| Current
UK Interest Rate: 5.75%
UK
Interest Rates Forecast: Increasingly likely that
rates will not rise again this year
Big
Lenders Increase Rates for All Borrowers
Following
recent rises in sub-prime (bad credit) mortgage interest
rates, many of the UK's largest mainstream
lenders have also increased their variable and tracker
interest rates.
This
is a result of the rising cost of short-term credit
for banks and building societies making it more expensive
for them to fund their mortgage loans. Fixed mortgage
rates have not yet been affected in the same way because
lenders fund these loans differently.
Some
of the biggest rate increases are for those seeking
95% and 100% mortgages - typically first-time buyers.

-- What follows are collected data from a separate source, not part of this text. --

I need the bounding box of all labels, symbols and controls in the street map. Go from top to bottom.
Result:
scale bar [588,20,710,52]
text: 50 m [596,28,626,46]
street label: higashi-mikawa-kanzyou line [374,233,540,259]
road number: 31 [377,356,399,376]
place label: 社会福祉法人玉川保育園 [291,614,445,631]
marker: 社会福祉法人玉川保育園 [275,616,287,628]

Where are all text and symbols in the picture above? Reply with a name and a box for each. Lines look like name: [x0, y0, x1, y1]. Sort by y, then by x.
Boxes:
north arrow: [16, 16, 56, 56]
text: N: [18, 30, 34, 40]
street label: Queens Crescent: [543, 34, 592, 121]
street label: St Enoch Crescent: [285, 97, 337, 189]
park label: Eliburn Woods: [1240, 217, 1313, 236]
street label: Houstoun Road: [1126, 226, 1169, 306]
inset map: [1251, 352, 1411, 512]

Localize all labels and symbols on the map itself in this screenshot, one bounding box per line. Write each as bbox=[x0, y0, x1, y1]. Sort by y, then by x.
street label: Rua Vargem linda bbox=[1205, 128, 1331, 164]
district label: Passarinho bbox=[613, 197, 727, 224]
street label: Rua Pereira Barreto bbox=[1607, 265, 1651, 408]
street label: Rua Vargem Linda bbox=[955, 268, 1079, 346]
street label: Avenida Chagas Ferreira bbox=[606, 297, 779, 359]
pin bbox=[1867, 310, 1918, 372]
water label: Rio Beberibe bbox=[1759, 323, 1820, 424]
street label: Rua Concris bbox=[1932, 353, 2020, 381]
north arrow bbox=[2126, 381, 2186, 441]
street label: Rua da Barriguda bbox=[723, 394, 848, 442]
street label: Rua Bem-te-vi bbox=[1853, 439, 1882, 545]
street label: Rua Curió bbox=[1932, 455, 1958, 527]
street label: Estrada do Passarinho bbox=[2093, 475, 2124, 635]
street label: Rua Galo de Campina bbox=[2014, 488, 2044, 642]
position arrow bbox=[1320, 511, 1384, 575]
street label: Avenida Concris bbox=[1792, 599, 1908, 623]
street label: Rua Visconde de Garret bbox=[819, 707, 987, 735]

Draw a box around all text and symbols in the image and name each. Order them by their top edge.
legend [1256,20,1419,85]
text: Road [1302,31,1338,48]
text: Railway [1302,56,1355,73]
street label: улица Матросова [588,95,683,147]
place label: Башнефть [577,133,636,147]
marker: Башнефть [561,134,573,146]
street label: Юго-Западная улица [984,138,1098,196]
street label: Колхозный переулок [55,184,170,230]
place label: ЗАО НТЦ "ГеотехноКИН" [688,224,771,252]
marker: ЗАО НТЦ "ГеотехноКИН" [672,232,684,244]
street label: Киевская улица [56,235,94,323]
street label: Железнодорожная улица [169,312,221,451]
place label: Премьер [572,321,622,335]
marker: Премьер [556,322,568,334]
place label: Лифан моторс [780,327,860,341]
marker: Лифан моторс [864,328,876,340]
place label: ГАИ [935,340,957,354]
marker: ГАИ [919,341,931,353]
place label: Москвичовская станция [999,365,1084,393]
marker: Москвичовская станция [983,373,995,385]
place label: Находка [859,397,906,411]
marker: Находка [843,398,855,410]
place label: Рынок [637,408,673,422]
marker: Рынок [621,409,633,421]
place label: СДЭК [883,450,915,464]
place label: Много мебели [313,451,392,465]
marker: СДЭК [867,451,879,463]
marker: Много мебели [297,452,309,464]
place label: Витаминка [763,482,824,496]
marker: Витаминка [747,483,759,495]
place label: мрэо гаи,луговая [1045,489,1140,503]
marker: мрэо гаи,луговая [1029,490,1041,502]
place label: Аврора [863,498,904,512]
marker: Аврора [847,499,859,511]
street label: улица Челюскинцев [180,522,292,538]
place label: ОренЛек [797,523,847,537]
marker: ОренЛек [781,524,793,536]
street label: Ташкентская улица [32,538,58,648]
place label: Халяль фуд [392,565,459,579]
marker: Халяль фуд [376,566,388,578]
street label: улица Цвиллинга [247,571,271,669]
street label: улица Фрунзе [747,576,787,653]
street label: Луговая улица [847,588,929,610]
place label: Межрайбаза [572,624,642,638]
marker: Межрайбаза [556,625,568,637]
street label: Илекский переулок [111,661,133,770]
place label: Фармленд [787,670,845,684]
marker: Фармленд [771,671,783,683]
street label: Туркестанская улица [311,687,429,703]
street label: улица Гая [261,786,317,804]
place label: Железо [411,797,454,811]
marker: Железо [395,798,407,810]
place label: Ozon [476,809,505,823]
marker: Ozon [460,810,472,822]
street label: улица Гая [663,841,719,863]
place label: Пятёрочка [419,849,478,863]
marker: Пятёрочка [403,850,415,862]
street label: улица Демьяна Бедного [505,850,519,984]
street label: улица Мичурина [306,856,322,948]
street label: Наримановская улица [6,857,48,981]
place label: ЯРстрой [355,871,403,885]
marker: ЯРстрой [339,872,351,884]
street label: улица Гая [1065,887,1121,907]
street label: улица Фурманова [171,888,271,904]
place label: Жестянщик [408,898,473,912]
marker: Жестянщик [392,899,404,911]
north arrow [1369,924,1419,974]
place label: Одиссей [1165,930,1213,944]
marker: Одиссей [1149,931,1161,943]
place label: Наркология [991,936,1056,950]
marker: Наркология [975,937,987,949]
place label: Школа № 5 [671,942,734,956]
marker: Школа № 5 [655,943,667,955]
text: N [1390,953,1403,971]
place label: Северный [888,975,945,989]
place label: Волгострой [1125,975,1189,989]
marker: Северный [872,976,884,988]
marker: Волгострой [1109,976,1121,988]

As these mortgages have small or non-existent deposits,
they are riskier for lenders and thus are becoming
more expensive, faster.
Bank
of England Base Rate Increasingly Unlikely to Reach
6%
While
some analysts still believe that the Bank of England's
base rate will reach 6% by the end of 2007, a growing
number believe that the base rate has reached its
peak at 5.75%.
This
is partly due to the way that banks have dramatically
increased the rates at which they
lend to each other - making it unnecessary for the
Bank of England to force these rates up by increasing
the base rate.
In
a statement to parliament this week, Mervyn King,
governor of the Bank of England, said that the Bank
was in "wait and see" mode and would not
seek to cut rates without evidence of marked
economic need. This approach would also seem to suggest
that any further increases to the official interest
rate are unlikely for the foreseeable future.
Global
Insight chief economist Howard Archer believes a rate
rise is now unlikely, saying that "This [King's
statement] seems to remove any interest rate hike
to 6 per cent off the agenda for the time being."